Our measurements of the unwinding and rewinding rates of the nucleosome inner turn are reproduced in Fig. 2 with the rates displayed on a logarithmic axis, and the corresponding forces displayed on a linear axis. The measured unwinding rates span nearly four orders of magnitude, and the measured rewinding rates more than two orders of magnitude. At each force tested, nucleosomes containing H4-R45 unwind more rapidly and rewind more slowly than nucleosomes containing H4, indicating that the latter are the more stable. In fact, using the data of Fig. 2, we were able to determine the free energy of the nucleosome inner turn. In brief, there are two contributions to the force-dependent Gibbs free-energy difference between state 0 and state 1 (G_total), namely the free energy of the nucleosome inner turn (G_0→1) and the difference in the Gibbs free energy of the DNA, not wound around the nucleosome [36]. At the force, F^*, at which the unwinding rate and the rewinding rate are equal, state 1 and state 0 have the same Gibbs free energy, and ΔG_total = 0. It follows that

$$G_{0\to 1}=-F^{\ast }d\frac{1-\sqrt{\frac{k_{B}T}{F^{\ast }{L}_P}}}{1-\sqrt{\frac{k_{B}T}{4F^{\ast }{L}_P}}},$$ (1)

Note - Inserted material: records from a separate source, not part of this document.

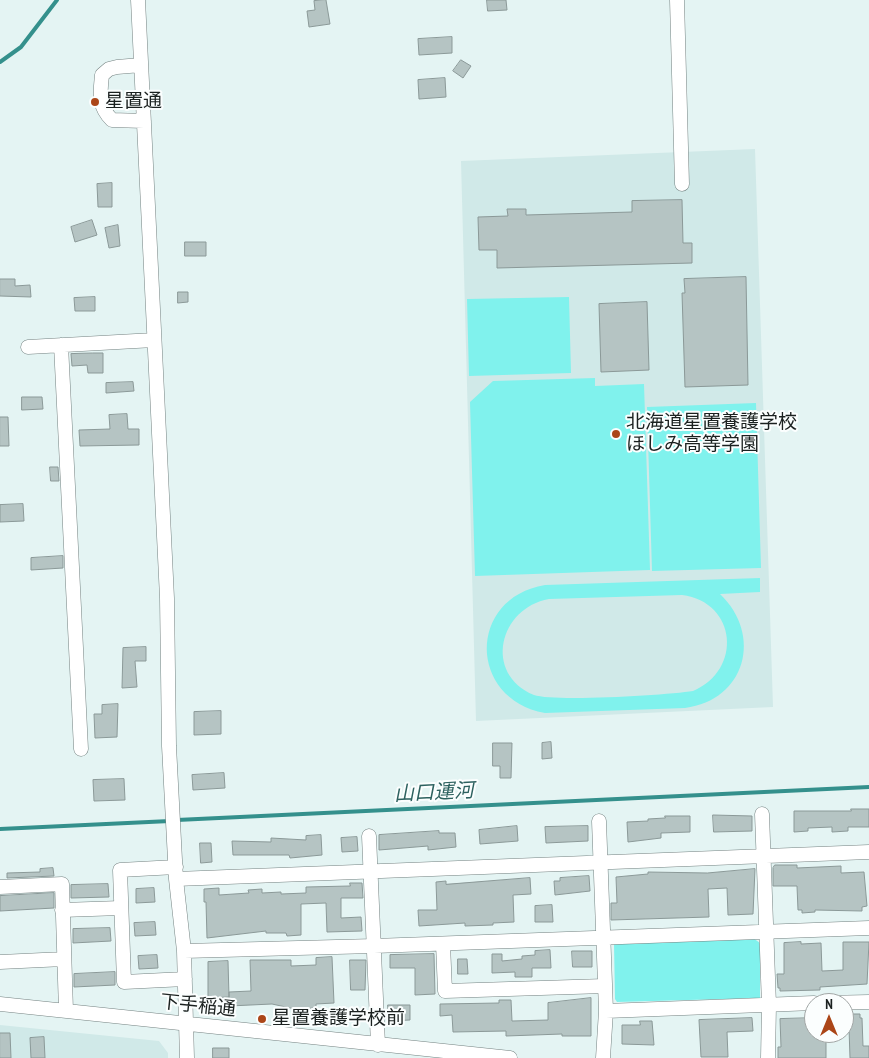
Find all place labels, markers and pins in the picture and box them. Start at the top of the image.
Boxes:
place label: 星置通 [105,91,162,113]
marker: 星置通 [89,96,101,108]
place label: 北海道星置養護学校 ほしみ高等学園 [626,412,797,456]
marker: 北海道星置養護学校 ほしみ高等学園 [610,428,622,440]
place label: 星置養護学校前 [272,1008,405,1030]
marker: 星置養護学校前 [256,1013,268,1025]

where d is the difference in extension between state 0 and state 1. By extrapolation of the rates in Fig. 2, we find F^* = 6.0 ± 0.3 pN for nucleosomes containing H4, and F^* = 5.0 ± 0.3 pN for nucleosomes containing H4-R45H. It follows, using L_P ≃ 42 nm, and d = 23.3 ± 0.5 nm at 5 pN and d = 23.6 ± 0.5 nm at 6 pN [22] that G_0→1 = −142 ± 7 pNnm = −34.6 ± 1.7k_B T = −20.8 ± 1.0 kcal/mol for nucleosomes containing H4, and G_0→1 = −117 ± 7 pNnm = −28.5 ± 1.7k_B T = −17.2 ± 1.0 kcal/mol for nucleosomes containing H4-R45H. The difference in the free energy of the nucleosome inner turn for nucleosomes with H4 and H4-R45H is therefore 6.1 ± 2.4k_B T [22].

The usual model for how force affects reaction rates, introduced in Ref. [37], predicts an exponential variation of the rates with force, leading to linear curves, when plotted on semilogarithmic axes. By contrast, the measured unwinding and rewinding rates, presented in Fig. 2, show significant curvature. Most notable in this regard is that the unwinding rate of nucleosomes containing H4 shows a nearly force-independent rate for forces between about 10 and 13 pN. However, the other three curves also show changes in slope, albeit less dramatic. These deviations from the usual behavior motivate reconsideration of how to appropriately describe these data. (Recent elaborations of Ref. [37] predict curvature in semilogarithmic plots [38]. However, the predicted curvature is small, only becoming noticeable for rates extending over seven or eight orders of magnitude. The changes in slope, we observe, are much larger.)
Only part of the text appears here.